A week after judges threw the book at fallen rogue trader Jérôme Kerviel for risky bets that cost Société Générale €4.9-billion ($6.79-billion), the dust has yet to settle on France's biggest trading scandal.

A Paris court on Oct. 5 sentenced Mr. Kerviel to three years in jail and demanded he repay SocGen in full, vindicating the bank's position that the 33-year-old son of a hairdresser had acted without supervisors knowing.

But the record fine sparked anger among politicians and the public, undermining SocGen's bid to make a fresh start and giving Mr. Kerviel a springboard of support for his appeal.

"The public sympathises with Kerviel. He's seen as having fought the system," Paris-based lawyer Mabrouk Sassi said.

An online poll by Europe 1 radio last week showed 83 per cent of people believed the sentence was "excessive", chiming with newspaper headlines that slammed the decision as "absurd".

Mr. Kerviel would need 177,000 years to repay SocGen on his current salary as a technology consultant. "To make him pay €4.9 billion, it seems enormous," said 30-year-old accountant Sabrina Laldji on a Paris high street.

Although Mr. Kerviel never denied faking trades to hide his positions, he did not profit from them and said supervisors knew what he was doing, an argument rejected by the court.

SocGen's image as a high-flying investment bank is making it easier for the French public to bristle, said Mr. Sassi. The ripples of the financial crisis are still being felt as unions take to the streets to fight proposed pension reform.

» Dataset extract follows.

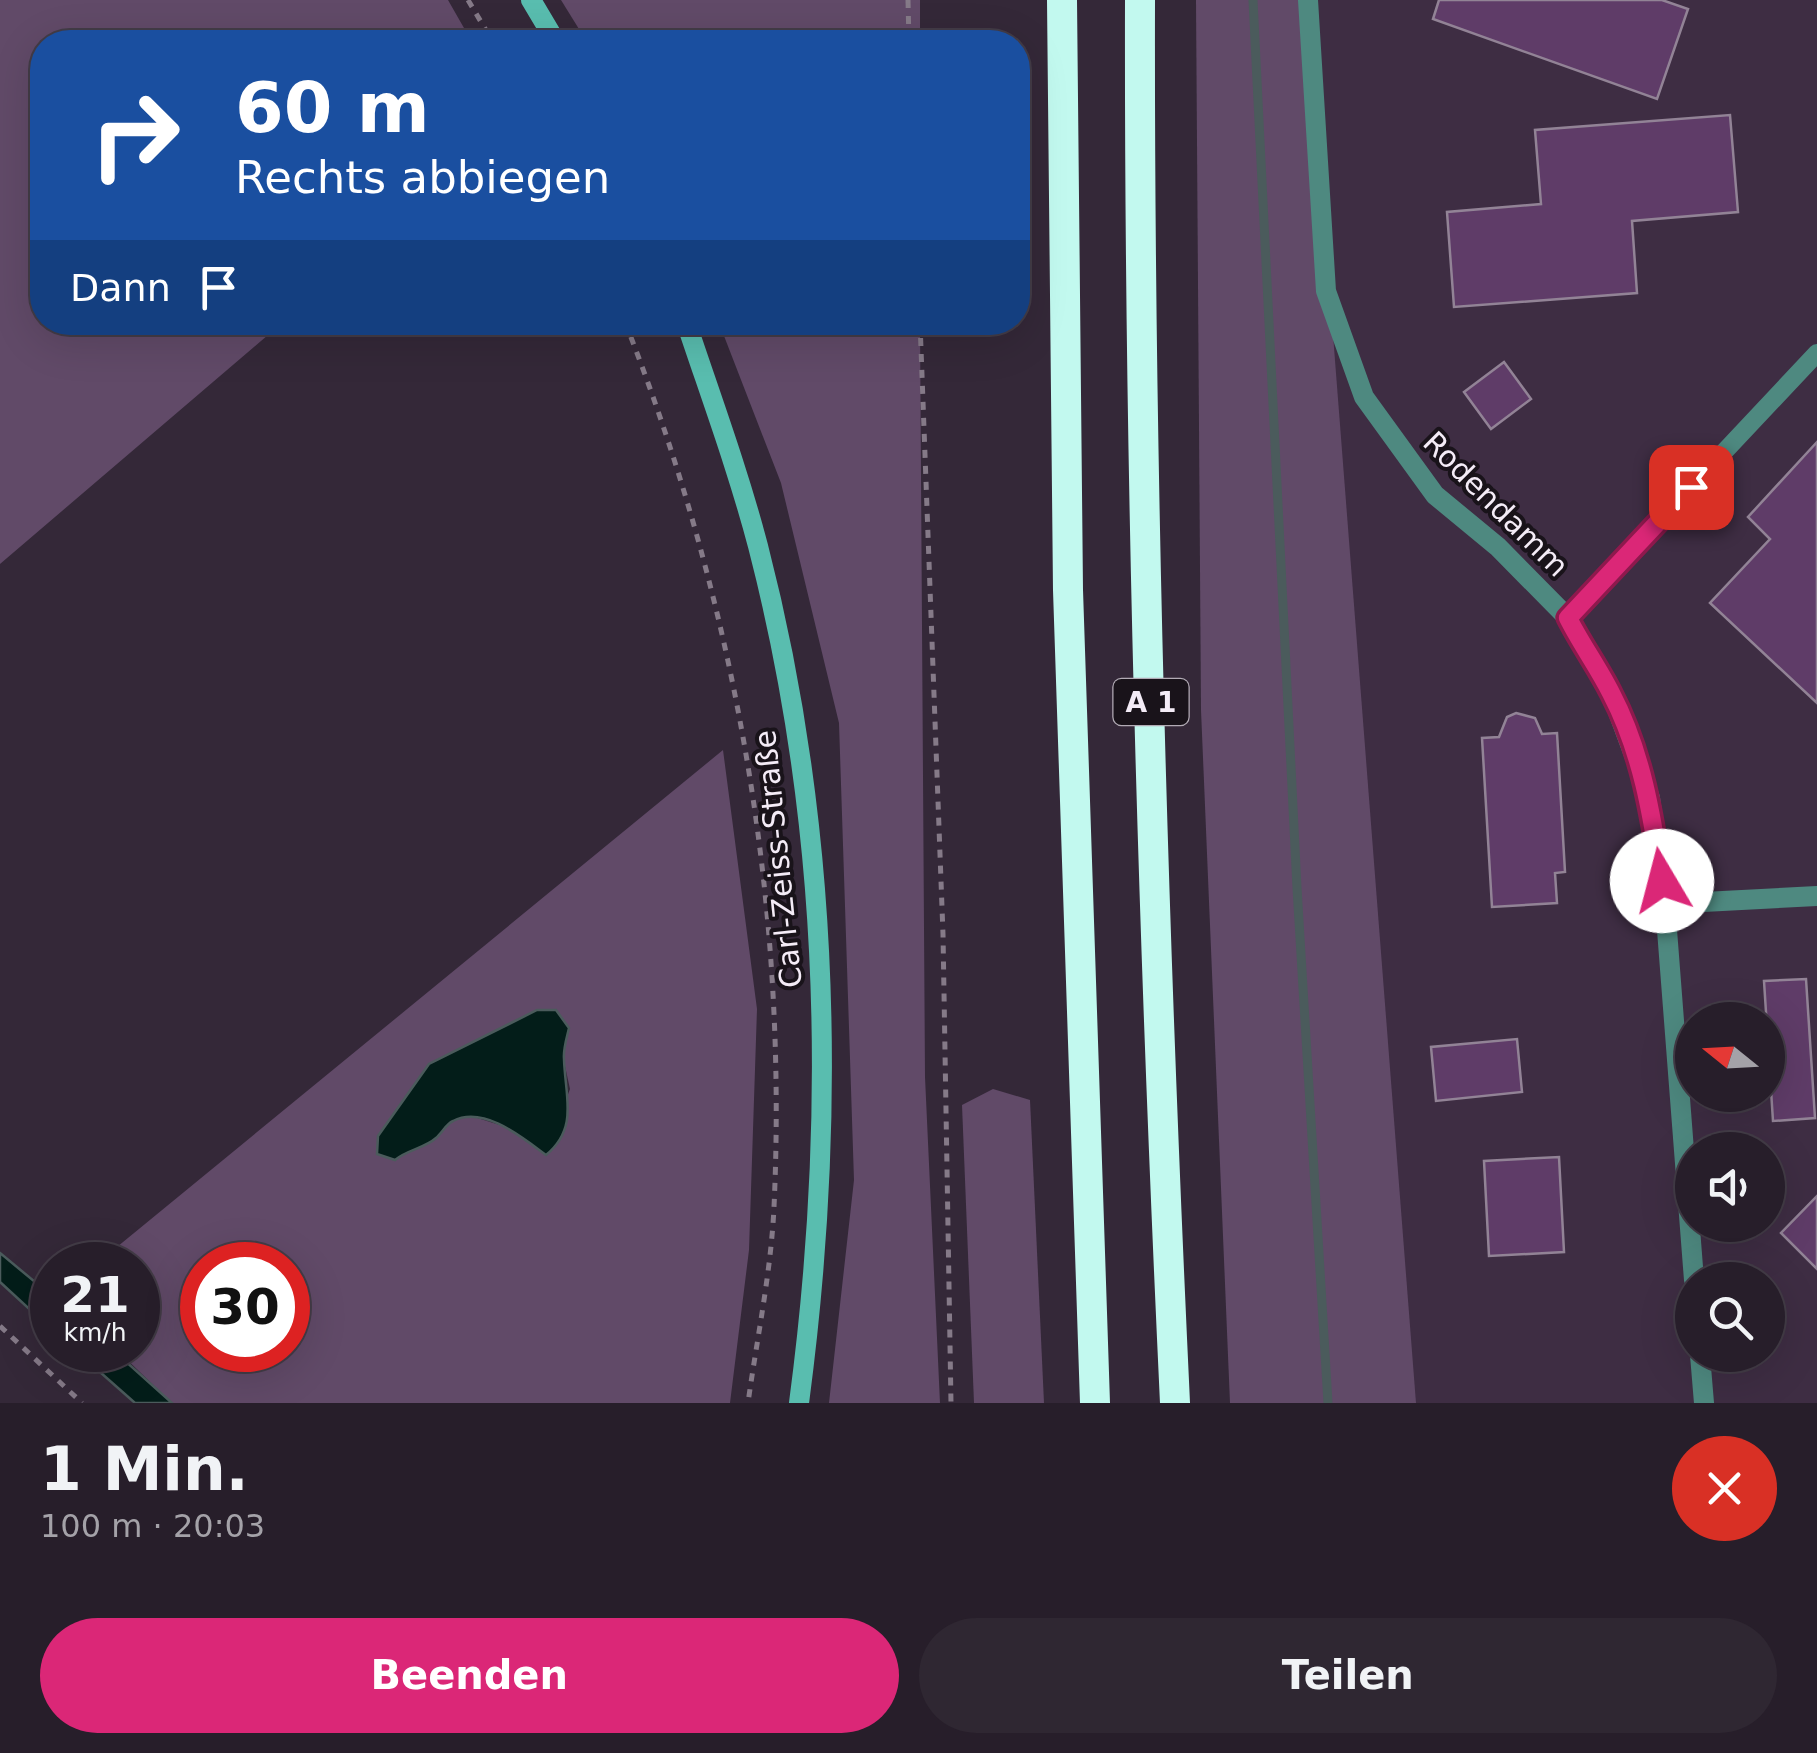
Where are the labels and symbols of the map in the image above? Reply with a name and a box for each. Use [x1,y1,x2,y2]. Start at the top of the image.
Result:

"The verdict puts (SocGen) back at the heart of the problem, even though the bank was not on trial," a union representative at SocGen said after the verdict.

Weekend publicity about the bank's entitlement to €1.7-billion in tax writeoffs on the trading losses has also led to criticism from politicians such as former Socialist leader François Hollande, who called for tax laws to be changed.

This comes on top of government spokesman Luc Chatel saying SocGen should make a "gesture" in relation to the damages, and the bank's declaration it would not claim the whole €4.9-billion.

SocGen says the writeoff against exceptional losses had already been made public in filings and was entirely legal.

Still, the public outcry has given Mr. Kerviel a chance to fight back. France allows jail and other punishments to be suspended until appeals are exhausted: this is unlikely to be before 2012.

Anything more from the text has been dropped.